More women need to come with a warning attached to them.
It was a beautiful sunny afternoon when my brother and I received our one dollar allowances from our parents. A wise child would quickly take this money and put it in their piggy bank so they could purchase a really nice toy after several months of saving. I, on the other hand, was not a wise child and was bound and determined to spend every last cent on candy. The two kids from across the street (a kindergartner and a 2nd grader), along with my brother and I (3rd and 1st graders respectively), decided we were going to obtain and then eat candy.

Must... have!
We had two choices. The first choice was a three mile bicycle trip to the AM/PM, purchase candy and ride safely back. The second choice, brought up by my brother, was to go to a local market called YJ’s Foods that was located directly across the interstate from our houses. The idea was to strategically cross the interstate by foot, purchase the candy, and safely return back home before any parent knew what we had done. We did what any responsible children would do and set off across the interstate.

Why does Hawaii have an interstate?
Their house backed up to the freeway so all we had to do was stack firewood against the fence to create a makeshift stairway to get our stubby little bodies over. It was particularly difficult for our friend Kelly as he was almost as wide as he was tall. We decided the three of us would just get behind him and shove him over. This really must have looked odd to the motorists passing by on the interstate as they saw a six year old fat kid flop over the wall like a sack of rice.
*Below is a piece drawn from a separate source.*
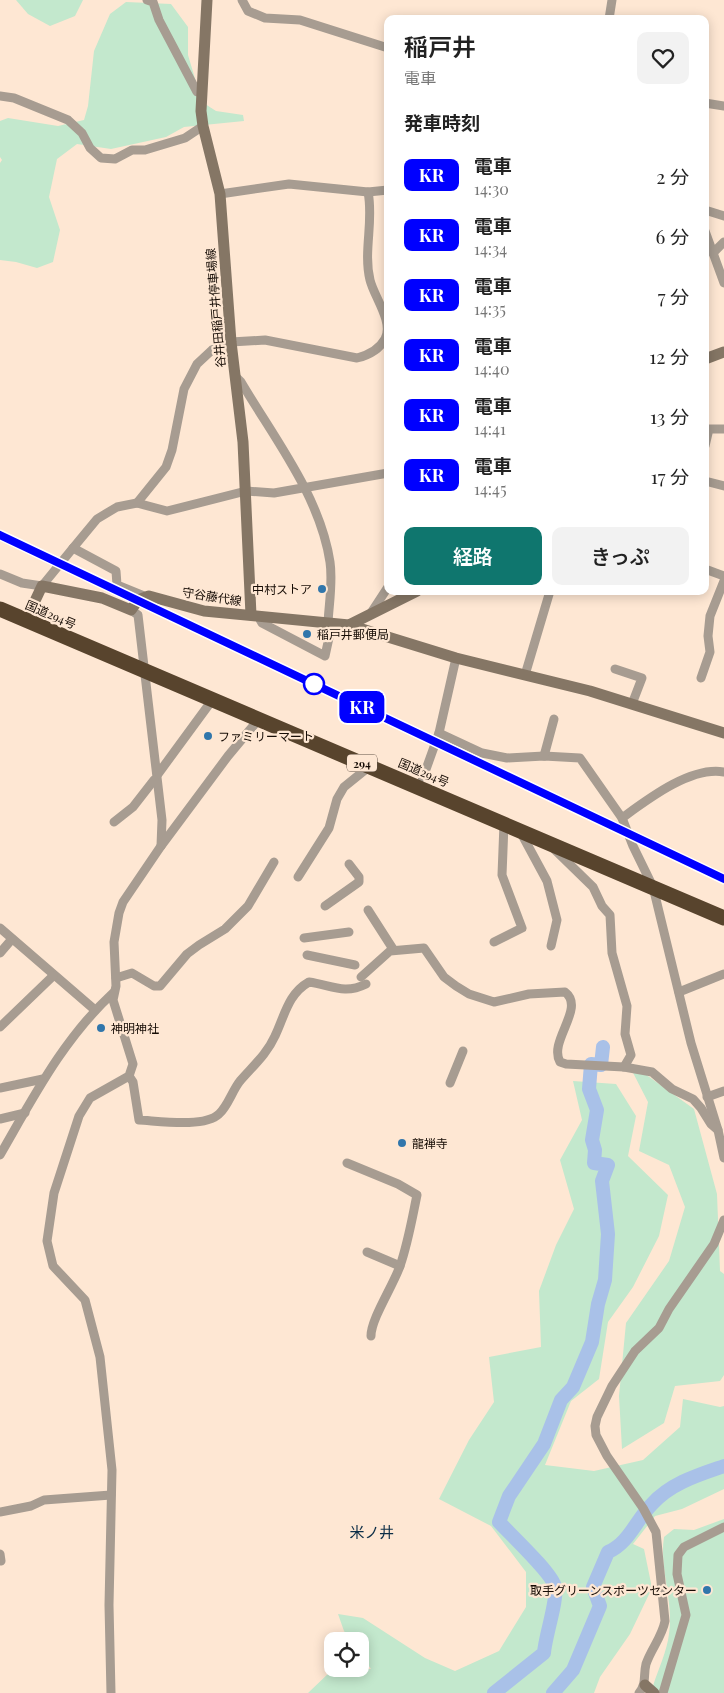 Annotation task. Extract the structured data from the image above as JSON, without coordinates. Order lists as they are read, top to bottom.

With all that "muscle" you would think he could have pulled himself over the fence.
As we all stood at the edge of the precipice we waited for my brother to start the charge. As my brother yelled all four of us ran across the two lanes of traffic to the median and paused to regroup. I looked over and noticed Kelly was on his hands and knees trying to catch his breath as if he had just finished an Ironman triathlon. Pulling Kelly up to his feet my brother yelled again and we ran across the other two lanes of the freeway.
Kelly would have died halfway across this one.
As soon as I crossed over I turned my head only to see Kelly trip and fall. To this day I have still never seen anyone bounce quite like that before. He came to a stop just five feet from the side of the road with a look of terror on his face as if someone had just informed him the person in front of him in line had just purchased the last bear claw. Accompanied by the sound of tires screeching and horns blasting Kelly made it to his feet and somehow managed to make it across.

The look of someone who is about to be hit by a car.
Once we arrived at YJ’s Foods we purchased our candy and wisely decided to take the long way back home as the color had not yet returned to Kelly’s face, not to mention he was still shaking and talking to himself. Our family moved four months later and Kelly never spoke of the incident as long as we lived there. Today I imagine his hefty body lying on a couch trying to explain to a psychologist how he was almost ran over by a 78 Dodge in a desperate attempt to obtain a Whatchamacallit bar.


My parents found out about the freeway crossing incident when my brother and I were reminiscing about it in high school. Apparently the statute of limitations on leading an expedition across the interstate to get candy had not yet run out. Who would have thought spankings would still sting a little at age 16.